<<<<
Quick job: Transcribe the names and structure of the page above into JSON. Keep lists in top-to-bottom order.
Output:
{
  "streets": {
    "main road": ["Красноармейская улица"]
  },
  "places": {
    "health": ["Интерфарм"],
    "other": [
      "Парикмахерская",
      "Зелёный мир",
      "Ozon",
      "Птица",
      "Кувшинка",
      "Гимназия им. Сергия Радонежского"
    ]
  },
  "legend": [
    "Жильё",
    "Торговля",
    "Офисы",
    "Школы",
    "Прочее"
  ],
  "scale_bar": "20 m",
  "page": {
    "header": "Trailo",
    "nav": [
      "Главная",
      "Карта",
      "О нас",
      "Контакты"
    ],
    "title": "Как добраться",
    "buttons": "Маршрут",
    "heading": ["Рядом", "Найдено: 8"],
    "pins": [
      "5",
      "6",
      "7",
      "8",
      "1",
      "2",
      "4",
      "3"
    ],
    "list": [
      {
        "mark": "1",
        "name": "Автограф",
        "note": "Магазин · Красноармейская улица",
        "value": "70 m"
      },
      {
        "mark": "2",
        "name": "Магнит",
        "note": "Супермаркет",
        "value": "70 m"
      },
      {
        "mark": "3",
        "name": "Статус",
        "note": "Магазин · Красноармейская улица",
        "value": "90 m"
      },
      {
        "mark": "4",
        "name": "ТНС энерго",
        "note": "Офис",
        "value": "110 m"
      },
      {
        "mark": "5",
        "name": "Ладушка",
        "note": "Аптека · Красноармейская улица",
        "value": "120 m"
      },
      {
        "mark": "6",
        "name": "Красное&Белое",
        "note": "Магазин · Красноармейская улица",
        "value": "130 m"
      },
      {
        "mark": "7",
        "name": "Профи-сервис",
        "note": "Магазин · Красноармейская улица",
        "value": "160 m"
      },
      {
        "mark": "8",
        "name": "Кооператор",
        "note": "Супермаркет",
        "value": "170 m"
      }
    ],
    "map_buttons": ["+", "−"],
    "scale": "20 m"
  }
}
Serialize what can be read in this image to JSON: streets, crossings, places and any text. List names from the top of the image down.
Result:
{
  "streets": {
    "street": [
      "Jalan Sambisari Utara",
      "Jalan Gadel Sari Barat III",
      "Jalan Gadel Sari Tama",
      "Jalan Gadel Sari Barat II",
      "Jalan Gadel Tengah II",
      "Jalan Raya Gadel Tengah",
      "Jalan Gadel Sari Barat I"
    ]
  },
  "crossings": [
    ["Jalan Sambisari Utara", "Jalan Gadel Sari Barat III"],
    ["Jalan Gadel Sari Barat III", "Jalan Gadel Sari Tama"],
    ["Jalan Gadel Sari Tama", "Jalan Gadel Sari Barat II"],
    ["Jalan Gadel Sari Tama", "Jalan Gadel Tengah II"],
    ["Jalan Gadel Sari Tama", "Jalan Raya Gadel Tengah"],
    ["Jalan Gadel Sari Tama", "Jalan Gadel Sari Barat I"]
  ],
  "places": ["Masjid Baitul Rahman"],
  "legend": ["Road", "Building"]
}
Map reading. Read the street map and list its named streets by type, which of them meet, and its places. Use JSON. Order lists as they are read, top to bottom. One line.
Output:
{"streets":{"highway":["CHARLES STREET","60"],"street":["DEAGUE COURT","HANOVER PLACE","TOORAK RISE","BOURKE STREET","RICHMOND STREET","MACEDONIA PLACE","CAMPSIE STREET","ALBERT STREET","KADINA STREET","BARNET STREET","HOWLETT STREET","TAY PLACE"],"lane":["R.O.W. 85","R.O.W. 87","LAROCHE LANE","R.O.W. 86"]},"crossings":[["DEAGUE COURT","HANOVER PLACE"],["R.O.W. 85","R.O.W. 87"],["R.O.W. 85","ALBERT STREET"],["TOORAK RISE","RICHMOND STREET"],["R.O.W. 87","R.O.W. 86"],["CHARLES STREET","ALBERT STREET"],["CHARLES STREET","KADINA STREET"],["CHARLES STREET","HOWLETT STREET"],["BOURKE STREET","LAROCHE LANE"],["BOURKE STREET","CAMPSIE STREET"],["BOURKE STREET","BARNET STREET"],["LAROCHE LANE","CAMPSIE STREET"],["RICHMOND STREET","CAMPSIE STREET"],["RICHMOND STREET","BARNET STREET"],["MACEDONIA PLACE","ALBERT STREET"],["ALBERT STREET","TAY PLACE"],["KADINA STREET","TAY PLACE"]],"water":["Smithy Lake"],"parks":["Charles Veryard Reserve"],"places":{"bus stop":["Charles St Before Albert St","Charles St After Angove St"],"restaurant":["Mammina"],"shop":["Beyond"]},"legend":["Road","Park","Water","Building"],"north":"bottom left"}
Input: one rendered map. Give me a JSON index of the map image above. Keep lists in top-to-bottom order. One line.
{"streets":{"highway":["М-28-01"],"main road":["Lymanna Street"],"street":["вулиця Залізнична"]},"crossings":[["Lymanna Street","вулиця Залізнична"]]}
>>>>
§ **ASSIGNMENT**: Every record must appear in the answer exactly as it appears above.

§ **YOUR SOLUTION**:
Quick job: Transcribe the names and structure of the page above into JSON. Keep lists in top-to-bottom order.
Output:
{
  "streets": {
    "main road": ["Красноармейская улица"]
  },
  "places": {
    "health": ["Интерфарм"],
    "other": [
      "Парикмахерская",
      "Зелёный мир",
      "Ozon",
      "Птица",
      "Кувшинка",
      "Гимназия им. Сергия Радонежского"
    ]
  },
  "legend": [
    "Жильё",
    "Торговля",
    "Офисы",
    "Школы",
    "Прочее"
  ],
  "scale_bar": "20 m",
  "page": {
    "header": "Trailo",
    "nav": [
      "Главная",
      "Карта",
      "О нас",
      "Контакты"
    ],
    "title": "Как добраться",
    "buttons": "Маршрут",
    "heading": ["Рядом", "Найдено: 8"],
    "pins": [
      "5",
      "6",
      "7",
      "8",
      "1",
      "2",
      "4",
      "3"
    ],
    "list": [
      {
        "mark": "1",
        "name": "Автограф",
        "note": "Магазин · Красноармейская улица",
        "value": "70 m"
      },
      {
        "mark": "2",
        "name": "Магнит",
        "note": "Супермаркет",
        "value": "70 m"
      },
      {
        "mark": "3",
        "name": "Статус",
        "note": "Магазин · Красноармейская улица",
        "value": "90 m"
      },
      {
        "mark": "4",
        "name": "ТНС энерго",
        "note": "Офис",
        "value": "110 m"
      },
      {
        "mark": "5",
        "name": "Ладушка",
        "note": "Аптека · Красноармейская улица",
        "value": "120 m"
      },
      {
        "mark": "6",
        "name": "Красное&Белое",
        "note": "Магазин · Красноармейская улица",
        "value": "130 m"
      },
      {
        "mark": "7",
        "name": "Профи-сервис",
        "note": "Магазин · Красноармейская улица",
        "value": "160 m"
      },
      {
        "mark": "8",
        "name": "Кооператор",
        "note": "Супермаркет",
        "value": "170 m"
      }
    ],
    "map_buttons": ["+", "−"],
    "scale": "20 m"
  }
}
Serialize what can be read in this image to JSON: streets, crossings, places and any text. List names from the top of the image down.
Result:
{
  "streets": {
    "street": [
      "Jalan Sambisari Utara",
      "Jalan Gadel Sari Barat III",
      "Jalan Gadel Sari Tama",
      "Jalan Gadel Sari Barat II",
      "Jalan Gadel Tengah II",
      "Jalan Raya Gadel Tengah",
      "Jalan Gadel Sari Barat I"
    ]
  },
  "crossings": [
    ["Jalan Sambisari Utara", "Jalan Gadel Sari Barat III"],
    ["Jalan Gadel Sari Barat III", "Jalan Gadel Sari Tama"],
    ["Jalan Gadel Sari Tama", "Jalan Gadel Sari Barat II"],
    ["Jalan Gadel Sari Tama", "Jalan Gadel Tengah II"],
    ["Jalan Gadel Sari Tama", "Jalan Raya Gadel Tengah"],
    ["Jalan Gadel Sari Tama", "Jalan Gadel Sari Barat I"]
  ],
  "places": ["Masjid Baitul Rahman"],
  "legend": ["Road", "Building"]
}
Map reading. Read the street map and list its named streets by type, which of them meet, and its places. Use JSON. Order lists as they are read, top to bottom. One line.
Output:
{"streets":{"highway":["CHARLES STREET","60"],"street":["DEAGUE COURT","HANOVER PLACE","TOORAK RISE","BOURKE STREET","RICHMOND STREET","MACEDONIA PLACE","CAMPSIE STREET","ALBERT STREET","KADINA STREET","BARNET STREET","HOWLETT STREET","TAY PLACE"],"lane":["R.O.W. 85","R.O.W. 87","LAROCHE LANE","R.O.W. 86"]},"crossings":[["DEAGUE COURT","HANOVER PLACE"],["R.O.W. 85","R.O.W. 87"],["R.O.W. 85","ALBERT STREET"],["TOORAK RISE","RICHMOND STREET"],["R.O.W. 87","R.O.W. 86"],["CHARLES STREET","ALBERT STREET"],["CHARLES STREET","KADINA STREET"],["CHARLES STREET","HOWLETT STREET"],["BOURKE STREET","LAROCHE LANE"],["BOURKE STREET","CAMPSIE STREET"],["BOURKE STREET","BARNET STREET"],["LAROCHE LANE","CAMPSIE STREET"],["RICHMOND STREET","CAMPSIE STREET"],["RICHMOND STREET","BARNET STREET"],["MACEDONIA PLACE","ALBERT STREET"],["ALBERT STREET","TAY PLACE"],["KADINA STREET","TAY PLACE"]],"water":["Smithy Lake"],"parks":["Charles Veryard Reserve"],"places":{"bus stop":["Charles St Before Albert St","Charles St After Angove St"],"restaurant":["Mammina"],"shop":["Beyond"]},"legend":["Road","Park","Water","Building"],"north":"bottom left"}
Input: one rendered map. Give me a JSON index of the map image above. Keep lists in top-to-bottom order. One line.
{"streets":{"highway":["М-28-01"],"main road":["Lymanna Street"],"street":["вулиця Залізнична"]},"crossings":[["Lymanna Street","вулиця Залізнична"]]}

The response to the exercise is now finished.